_WHAT THE TASK ASKS_. Write out the entries below exactly, from the first line to the one with "filter:drop-shadow(0 0 2px", both ends included.

*** Begin section ***

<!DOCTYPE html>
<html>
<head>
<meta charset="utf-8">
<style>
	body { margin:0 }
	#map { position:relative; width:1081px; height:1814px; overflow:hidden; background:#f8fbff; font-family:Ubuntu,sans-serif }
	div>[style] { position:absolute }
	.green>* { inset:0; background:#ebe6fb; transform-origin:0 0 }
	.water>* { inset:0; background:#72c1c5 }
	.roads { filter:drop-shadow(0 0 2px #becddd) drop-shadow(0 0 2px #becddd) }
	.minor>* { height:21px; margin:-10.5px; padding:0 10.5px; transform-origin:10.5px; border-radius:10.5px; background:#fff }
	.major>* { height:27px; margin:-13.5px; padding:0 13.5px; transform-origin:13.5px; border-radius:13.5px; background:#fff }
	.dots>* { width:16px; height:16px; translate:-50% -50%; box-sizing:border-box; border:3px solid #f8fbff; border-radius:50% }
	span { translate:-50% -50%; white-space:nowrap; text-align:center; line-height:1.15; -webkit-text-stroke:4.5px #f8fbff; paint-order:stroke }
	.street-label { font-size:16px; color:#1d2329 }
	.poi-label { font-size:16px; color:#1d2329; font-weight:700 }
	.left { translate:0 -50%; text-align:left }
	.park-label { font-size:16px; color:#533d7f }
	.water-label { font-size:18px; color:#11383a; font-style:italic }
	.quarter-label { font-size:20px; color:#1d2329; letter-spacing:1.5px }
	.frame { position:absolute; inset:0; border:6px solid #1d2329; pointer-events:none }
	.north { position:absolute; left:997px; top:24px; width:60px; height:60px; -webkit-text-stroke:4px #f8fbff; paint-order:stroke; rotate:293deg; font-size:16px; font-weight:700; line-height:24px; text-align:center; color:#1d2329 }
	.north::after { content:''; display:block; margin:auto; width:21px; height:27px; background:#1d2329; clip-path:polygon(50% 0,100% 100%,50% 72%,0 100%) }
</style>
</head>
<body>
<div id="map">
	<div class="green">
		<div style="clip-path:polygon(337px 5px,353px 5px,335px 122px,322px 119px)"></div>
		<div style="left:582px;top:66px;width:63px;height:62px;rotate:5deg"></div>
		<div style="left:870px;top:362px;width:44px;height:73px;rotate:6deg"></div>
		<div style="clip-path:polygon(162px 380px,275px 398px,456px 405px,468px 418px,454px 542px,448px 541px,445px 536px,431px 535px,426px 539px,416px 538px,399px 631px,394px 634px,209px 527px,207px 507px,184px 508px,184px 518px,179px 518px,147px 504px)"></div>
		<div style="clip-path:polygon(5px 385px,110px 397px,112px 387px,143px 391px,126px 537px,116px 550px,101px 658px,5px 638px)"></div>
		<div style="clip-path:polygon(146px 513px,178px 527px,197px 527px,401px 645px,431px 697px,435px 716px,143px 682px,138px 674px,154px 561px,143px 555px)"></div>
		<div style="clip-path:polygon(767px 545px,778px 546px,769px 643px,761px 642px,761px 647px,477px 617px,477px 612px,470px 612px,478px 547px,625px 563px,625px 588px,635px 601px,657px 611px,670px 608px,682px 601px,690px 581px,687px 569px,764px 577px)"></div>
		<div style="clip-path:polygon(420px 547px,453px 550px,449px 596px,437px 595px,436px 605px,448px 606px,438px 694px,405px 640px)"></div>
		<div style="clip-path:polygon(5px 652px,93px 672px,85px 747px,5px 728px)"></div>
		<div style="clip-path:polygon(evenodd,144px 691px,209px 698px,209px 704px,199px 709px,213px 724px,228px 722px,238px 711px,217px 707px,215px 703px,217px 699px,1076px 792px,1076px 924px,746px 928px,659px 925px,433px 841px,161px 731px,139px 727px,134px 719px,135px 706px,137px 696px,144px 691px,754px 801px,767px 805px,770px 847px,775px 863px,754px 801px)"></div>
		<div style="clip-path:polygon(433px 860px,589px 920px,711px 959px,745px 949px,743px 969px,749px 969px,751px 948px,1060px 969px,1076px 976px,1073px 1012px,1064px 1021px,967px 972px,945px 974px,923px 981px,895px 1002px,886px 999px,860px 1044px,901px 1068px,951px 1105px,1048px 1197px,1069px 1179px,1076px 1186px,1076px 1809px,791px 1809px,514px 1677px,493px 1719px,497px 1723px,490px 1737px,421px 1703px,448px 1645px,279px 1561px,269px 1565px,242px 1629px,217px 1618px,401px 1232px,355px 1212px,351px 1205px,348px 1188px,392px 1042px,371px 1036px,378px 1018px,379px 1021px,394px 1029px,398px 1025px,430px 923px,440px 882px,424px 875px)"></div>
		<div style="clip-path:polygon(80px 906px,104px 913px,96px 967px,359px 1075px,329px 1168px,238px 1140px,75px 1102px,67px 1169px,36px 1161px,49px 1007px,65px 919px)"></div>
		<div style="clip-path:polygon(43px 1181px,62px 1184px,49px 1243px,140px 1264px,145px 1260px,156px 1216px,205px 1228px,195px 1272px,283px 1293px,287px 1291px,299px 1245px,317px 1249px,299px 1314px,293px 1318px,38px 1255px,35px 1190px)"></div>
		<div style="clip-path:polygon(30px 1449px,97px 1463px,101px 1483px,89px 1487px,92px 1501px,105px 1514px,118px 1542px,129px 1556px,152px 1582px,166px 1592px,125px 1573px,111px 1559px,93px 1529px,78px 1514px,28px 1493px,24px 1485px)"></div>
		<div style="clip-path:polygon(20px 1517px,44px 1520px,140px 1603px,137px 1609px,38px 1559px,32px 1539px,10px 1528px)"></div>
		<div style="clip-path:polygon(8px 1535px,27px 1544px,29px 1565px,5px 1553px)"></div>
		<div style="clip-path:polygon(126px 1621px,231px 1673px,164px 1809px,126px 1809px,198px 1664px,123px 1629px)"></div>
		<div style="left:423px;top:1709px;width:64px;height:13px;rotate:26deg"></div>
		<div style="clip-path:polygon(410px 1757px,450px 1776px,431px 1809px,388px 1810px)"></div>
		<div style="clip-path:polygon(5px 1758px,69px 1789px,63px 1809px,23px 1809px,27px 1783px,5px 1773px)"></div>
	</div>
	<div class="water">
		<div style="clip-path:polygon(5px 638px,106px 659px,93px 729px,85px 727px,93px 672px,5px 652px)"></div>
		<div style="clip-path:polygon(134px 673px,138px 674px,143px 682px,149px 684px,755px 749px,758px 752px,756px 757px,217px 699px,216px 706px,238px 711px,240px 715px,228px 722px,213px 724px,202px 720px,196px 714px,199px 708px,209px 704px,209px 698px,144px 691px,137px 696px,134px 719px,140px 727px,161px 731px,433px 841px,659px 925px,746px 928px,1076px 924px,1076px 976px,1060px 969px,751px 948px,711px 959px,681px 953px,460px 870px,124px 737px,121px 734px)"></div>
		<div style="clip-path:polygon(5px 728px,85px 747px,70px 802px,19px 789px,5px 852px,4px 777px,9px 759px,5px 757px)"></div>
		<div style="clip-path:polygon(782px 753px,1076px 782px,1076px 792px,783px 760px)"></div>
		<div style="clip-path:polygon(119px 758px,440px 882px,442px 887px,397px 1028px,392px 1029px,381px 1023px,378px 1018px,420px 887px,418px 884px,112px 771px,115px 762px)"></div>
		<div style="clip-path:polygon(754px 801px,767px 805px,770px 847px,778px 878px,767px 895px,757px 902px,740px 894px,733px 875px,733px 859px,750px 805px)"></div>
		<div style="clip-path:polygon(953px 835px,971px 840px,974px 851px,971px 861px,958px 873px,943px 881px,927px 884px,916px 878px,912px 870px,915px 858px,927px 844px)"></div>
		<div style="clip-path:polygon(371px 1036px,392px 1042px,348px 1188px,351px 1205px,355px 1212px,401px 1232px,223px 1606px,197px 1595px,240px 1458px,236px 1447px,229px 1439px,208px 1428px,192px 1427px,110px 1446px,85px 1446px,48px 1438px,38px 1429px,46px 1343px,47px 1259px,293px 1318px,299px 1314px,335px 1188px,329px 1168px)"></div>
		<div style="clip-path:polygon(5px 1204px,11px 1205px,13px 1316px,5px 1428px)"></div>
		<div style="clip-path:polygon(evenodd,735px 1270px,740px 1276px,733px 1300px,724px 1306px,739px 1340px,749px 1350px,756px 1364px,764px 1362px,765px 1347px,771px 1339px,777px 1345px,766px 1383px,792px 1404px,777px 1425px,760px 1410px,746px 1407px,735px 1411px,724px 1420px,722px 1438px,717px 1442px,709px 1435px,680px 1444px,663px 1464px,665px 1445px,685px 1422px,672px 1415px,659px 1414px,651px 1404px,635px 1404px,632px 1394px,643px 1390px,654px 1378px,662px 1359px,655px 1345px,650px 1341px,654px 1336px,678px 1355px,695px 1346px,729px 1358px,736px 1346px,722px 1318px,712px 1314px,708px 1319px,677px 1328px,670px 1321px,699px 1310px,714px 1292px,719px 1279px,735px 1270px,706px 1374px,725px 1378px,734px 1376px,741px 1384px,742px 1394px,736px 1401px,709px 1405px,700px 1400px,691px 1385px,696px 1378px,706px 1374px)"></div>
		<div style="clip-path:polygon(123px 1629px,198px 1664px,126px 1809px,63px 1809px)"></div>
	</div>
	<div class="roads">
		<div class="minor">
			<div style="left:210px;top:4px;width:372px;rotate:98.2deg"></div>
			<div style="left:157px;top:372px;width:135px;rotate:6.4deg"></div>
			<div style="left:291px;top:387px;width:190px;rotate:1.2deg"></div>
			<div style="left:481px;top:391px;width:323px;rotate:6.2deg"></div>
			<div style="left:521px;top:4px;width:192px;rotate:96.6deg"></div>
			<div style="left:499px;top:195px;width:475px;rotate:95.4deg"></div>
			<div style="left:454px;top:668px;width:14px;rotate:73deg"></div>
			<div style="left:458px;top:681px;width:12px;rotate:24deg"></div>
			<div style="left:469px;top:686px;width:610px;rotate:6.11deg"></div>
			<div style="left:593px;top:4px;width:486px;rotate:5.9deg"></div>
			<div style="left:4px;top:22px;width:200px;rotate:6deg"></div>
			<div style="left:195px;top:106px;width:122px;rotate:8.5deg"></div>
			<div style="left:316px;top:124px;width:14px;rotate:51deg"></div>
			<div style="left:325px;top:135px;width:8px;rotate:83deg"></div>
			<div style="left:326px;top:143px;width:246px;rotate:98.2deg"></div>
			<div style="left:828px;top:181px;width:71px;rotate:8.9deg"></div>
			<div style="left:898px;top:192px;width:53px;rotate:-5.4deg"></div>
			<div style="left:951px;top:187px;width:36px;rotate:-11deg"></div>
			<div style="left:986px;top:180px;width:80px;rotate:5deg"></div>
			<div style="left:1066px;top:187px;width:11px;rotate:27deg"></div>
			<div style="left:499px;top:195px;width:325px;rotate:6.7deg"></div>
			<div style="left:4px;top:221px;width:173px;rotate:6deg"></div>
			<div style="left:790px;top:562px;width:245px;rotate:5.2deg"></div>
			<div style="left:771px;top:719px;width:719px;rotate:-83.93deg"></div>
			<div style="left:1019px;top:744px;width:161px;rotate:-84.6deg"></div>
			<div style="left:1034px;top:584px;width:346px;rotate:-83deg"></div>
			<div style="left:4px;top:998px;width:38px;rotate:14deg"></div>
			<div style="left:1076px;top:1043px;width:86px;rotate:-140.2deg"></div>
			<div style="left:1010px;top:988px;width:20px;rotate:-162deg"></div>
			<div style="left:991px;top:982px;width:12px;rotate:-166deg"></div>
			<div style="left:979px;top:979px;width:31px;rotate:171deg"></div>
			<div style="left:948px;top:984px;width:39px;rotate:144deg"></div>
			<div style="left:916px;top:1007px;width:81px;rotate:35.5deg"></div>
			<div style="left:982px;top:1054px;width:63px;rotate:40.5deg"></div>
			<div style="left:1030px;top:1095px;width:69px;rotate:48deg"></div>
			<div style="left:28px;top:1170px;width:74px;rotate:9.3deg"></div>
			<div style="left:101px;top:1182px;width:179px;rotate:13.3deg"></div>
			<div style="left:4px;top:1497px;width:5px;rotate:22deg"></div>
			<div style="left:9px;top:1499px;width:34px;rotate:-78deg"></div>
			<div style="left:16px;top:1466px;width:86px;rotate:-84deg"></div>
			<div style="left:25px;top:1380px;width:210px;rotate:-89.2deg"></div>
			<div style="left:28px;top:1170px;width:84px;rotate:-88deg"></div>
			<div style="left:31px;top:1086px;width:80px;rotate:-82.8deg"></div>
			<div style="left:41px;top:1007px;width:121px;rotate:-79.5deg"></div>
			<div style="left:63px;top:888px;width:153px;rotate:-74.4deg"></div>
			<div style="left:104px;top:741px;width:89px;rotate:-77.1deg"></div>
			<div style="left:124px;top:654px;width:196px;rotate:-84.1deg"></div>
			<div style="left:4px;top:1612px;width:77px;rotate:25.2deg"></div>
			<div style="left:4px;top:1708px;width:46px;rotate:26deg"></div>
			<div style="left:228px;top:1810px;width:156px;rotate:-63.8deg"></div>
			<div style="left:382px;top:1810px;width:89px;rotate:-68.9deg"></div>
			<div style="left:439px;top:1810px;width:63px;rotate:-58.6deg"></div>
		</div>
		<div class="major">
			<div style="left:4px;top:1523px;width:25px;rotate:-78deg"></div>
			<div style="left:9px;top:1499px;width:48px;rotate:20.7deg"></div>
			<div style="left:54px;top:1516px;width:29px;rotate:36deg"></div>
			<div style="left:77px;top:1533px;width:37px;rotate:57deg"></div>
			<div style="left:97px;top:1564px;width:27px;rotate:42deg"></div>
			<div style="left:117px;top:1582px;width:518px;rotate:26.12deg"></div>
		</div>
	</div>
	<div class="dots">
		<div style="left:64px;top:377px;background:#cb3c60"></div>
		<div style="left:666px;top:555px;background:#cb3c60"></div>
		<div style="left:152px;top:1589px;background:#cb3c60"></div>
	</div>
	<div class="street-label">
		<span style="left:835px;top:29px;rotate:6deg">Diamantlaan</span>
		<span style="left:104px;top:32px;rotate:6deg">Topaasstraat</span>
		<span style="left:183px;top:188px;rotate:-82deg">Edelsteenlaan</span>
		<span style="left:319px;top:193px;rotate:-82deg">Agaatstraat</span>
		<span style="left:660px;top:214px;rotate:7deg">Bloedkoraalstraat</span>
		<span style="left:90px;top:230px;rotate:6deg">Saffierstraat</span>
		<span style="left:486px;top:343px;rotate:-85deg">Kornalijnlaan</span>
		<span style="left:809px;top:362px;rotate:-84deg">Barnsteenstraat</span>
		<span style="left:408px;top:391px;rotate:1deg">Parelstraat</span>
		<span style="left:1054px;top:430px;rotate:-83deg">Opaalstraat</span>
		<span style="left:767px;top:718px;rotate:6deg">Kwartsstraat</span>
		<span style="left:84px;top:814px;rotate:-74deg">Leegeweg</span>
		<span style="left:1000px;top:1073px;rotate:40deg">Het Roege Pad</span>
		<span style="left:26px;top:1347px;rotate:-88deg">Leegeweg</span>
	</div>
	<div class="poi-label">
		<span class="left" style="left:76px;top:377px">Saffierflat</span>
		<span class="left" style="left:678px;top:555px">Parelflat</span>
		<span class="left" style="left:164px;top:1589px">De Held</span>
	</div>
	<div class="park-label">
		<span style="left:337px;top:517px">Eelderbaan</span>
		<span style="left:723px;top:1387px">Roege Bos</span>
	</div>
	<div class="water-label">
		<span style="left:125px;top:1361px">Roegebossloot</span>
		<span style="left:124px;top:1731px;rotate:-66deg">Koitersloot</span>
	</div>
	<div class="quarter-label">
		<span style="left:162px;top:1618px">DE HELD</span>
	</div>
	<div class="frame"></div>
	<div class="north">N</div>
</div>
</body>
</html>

*** End section ***

_ANSWER TO THE PROBLEM_.
<!DOCTYPE html>
<html>
<head>
<meta charset="utf-8">
<style>
	body { margin:0 }
	#map { position:relative; width:1081px; height:1814px; overflow:hidden; background:#f8fbff; font-family:Ubuntu,sans-serif }
	div>[style] { position:absolute }
	.green>* { inset:0; background:#ebe6fb; transform-origin:0 0 }
	.water>* { inset:0; background:#72c1c5 }
	.roads { filter:drop-shadow(0 0 2px #becddd) drop-shadow(0 0 2px #becddd) }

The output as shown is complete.